_Goal of the exercise_
State how many lines of the records below contain the word "gazetteer", giving the number and nothing else.

Saved data entries:
══════════════════════════════

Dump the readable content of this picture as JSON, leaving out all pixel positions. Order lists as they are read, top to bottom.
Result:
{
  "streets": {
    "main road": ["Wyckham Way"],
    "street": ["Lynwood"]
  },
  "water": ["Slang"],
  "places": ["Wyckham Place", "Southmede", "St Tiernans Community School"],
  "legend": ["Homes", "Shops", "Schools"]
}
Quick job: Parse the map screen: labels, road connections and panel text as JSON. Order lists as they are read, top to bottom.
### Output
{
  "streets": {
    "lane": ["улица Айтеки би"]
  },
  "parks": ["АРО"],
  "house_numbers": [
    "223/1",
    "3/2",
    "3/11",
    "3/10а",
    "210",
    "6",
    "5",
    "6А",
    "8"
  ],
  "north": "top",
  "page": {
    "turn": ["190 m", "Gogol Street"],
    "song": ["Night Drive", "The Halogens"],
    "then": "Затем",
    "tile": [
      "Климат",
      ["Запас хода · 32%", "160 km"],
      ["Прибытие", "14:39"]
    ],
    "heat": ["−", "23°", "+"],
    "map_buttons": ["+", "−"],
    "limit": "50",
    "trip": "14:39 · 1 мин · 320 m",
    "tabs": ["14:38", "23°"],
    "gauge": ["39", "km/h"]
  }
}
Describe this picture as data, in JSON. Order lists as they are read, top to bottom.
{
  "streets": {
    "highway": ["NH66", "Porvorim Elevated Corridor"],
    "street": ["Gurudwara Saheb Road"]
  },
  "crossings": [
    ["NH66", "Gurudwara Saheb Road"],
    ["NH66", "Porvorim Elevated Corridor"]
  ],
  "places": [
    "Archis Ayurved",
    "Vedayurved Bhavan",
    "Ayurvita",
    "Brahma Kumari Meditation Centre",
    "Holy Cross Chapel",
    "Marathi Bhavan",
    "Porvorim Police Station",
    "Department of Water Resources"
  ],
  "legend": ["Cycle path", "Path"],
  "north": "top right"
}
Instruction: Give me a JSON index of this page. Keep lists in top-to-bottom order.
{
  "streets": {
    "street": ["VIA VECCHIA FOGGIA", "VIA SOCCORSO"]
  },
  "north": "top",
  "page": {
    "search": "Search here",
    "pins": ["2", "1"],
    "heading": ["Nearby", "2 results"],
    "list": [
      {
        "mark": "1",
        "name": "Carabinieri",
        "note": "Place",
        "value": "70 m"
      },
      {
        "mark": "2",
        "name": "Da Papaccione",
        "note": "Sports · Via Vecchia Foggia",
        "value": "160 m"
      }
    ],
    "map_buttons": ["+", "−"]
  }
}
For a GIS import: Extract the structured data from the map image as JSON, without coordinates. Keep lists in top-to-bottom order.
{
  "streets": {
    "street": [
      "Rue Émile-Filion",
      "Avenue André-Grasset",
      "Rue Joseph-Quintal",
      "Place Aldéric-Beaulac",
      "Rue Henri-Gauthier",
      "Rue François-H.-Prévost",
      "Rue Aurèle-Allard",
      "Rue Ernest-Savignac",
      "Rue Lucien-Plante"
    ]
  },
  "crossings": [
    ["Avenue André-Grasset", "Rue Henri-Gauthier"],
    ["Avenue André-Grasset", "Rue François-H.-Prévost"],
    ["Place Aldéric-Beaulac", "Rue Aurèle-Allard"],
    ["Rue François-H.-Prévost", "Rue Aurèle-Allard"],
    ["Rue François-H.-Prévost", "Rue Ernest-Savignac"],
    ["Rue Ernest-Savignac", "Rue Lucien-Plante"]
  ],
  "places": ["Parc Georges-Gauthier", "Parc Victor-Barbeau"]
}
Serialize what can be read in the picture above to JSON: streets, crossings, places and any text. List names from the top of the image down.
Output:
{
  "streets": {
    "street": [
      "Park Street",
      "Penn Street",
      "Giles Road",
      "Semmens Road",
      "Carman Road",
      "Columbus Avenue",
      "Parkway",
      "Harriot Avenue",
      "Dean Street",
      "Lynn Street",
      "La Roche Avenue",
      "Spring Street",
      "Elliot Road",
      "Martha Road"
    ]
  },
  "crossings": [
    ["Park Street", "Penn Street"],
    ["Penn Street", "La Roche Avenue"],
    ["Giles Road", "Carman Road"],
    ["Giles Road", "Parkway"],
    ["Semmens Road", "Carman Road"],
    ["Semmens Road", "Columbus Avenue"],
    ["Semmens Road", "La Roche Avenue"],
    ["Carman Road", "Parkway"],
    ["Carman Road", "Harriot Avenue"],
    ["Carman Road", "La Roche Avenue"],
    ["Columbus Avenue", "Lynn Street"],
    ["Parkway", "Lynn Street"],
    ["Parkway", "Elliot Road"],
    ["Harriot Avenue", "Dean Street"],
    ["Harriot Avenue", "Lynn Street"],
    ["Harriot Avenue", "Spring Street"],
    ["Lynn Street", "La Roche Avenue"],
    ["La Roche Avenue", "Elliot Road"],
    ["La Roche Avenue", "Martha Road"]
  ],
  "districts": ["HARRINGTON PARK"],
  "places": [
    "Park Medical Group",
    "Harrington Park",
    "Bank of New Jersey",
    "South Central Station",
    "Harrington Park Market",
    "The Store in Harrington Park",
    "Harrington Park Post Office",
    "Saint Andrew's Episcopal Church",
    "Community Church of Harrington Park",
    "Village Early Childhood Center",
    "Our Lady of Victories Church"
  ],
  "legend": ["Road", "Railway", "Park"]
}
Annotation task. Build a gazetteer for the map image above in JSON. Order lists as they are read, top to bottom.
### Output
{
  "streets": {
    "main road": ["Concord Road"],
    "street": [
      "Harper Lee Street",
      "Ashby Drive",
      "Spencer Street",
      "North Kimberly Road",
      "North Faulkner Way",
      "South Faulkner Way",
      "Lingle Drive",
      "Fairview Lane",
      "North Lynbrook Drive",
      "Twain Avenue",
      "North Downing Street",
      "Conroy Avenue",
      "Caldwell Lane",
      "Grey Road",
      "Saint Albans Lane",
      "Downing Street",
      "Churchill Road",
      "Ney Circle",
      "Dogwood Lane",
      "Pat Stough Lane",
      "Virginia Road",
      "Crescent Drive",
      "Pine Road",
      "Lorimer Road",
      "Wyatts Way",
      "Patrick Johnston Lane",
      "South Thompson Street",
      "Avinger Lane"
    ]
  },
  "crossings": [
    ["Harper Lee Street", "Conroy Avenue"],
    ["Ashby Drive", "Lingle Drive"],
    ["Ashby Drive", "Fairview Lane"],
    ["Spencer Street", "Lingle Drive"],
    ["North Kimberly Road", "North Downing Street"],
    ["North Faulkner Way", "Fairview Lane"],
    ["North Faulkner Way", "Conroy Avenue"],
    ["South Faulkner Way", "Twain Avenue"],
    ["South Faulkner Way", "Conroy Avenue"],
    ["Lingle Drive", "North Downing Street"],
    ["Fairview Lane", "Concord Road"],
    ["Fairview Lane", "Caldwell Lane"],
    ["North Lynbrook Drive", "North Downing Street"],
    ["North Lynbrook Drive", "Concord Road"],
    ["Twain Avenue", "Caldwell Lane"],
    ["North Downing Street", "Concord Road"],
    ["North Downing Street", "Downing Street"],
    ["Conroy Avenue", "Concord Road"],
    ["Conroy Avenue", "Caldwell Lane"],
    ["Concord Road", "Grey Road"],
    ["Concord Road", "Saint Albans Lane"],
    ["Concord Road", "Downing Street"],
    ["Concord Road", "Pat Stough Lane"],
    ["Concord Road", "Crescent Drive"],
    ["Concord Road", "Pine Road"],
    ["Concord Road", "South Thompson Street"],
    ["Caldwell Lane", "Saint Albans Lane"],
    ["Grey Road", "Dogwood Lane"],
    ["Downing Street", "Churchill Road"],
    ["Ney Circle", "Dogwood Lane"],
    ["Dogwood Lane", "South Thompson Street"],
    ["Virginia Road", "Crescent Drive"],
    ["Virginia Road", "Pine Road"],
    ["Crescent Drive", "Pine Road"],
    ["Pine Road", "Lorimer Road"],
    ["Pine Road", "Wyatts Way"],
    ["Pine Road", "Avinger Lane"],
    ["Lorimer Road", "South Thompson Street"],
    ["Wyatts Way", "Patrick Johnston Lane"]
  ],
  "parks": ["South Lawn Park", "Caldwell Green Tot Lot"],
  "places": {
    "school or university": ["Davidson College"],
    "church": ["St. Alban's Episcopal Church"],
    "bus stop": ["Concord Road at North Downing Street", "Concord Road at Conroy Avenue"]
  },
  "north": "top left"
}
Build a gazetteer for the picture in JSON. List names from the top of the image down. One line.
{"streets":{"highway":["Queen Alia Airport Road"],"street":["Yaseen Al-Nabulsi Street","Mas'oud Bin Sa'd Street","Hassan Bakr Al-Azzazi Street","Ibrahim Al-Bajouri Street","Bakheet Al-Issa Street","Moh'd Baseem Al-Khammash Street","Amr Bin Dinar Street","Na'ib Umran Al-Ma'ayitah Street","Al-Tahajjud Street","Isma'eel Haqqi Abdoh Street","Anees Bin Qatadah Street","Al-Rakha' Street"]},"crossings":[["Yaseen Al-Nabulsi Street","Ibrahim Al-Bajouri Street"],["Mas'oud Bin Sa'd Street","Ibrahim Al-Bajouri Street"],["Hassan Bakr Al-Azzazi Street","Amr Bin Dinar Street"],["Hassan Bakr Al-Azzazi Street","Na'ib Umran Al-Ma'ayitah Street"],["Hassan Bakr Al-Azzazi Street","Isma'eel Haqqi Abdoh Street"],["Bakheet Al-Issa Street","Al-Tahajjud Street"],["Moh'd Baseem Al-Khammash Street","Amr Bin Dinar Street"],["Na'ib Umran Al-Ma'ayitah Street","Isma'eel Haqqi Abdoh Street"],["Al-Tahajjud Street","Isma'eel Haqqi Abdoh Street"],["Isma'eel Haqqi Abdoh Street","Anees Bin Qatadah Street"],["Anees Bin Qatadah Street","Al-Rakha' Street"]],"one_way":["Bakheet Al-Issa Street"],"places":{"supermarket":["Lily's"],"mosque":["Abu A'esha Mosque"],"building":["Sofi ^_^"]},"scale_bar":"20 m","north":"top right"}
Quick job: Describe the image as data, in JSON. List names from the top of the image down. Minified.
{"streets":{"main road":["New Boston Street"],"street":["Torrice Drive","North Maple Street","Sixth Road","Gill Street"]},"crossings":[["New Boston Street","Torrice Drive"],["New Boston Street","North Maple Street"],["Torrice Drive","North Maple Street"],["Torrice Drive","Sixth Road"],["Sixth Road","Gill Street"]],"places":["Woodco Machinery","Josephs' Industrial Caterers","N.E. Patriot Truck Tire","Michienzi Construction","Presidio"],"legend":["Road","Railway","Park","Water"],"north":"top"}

══════════════════════════════

_Finished task_
2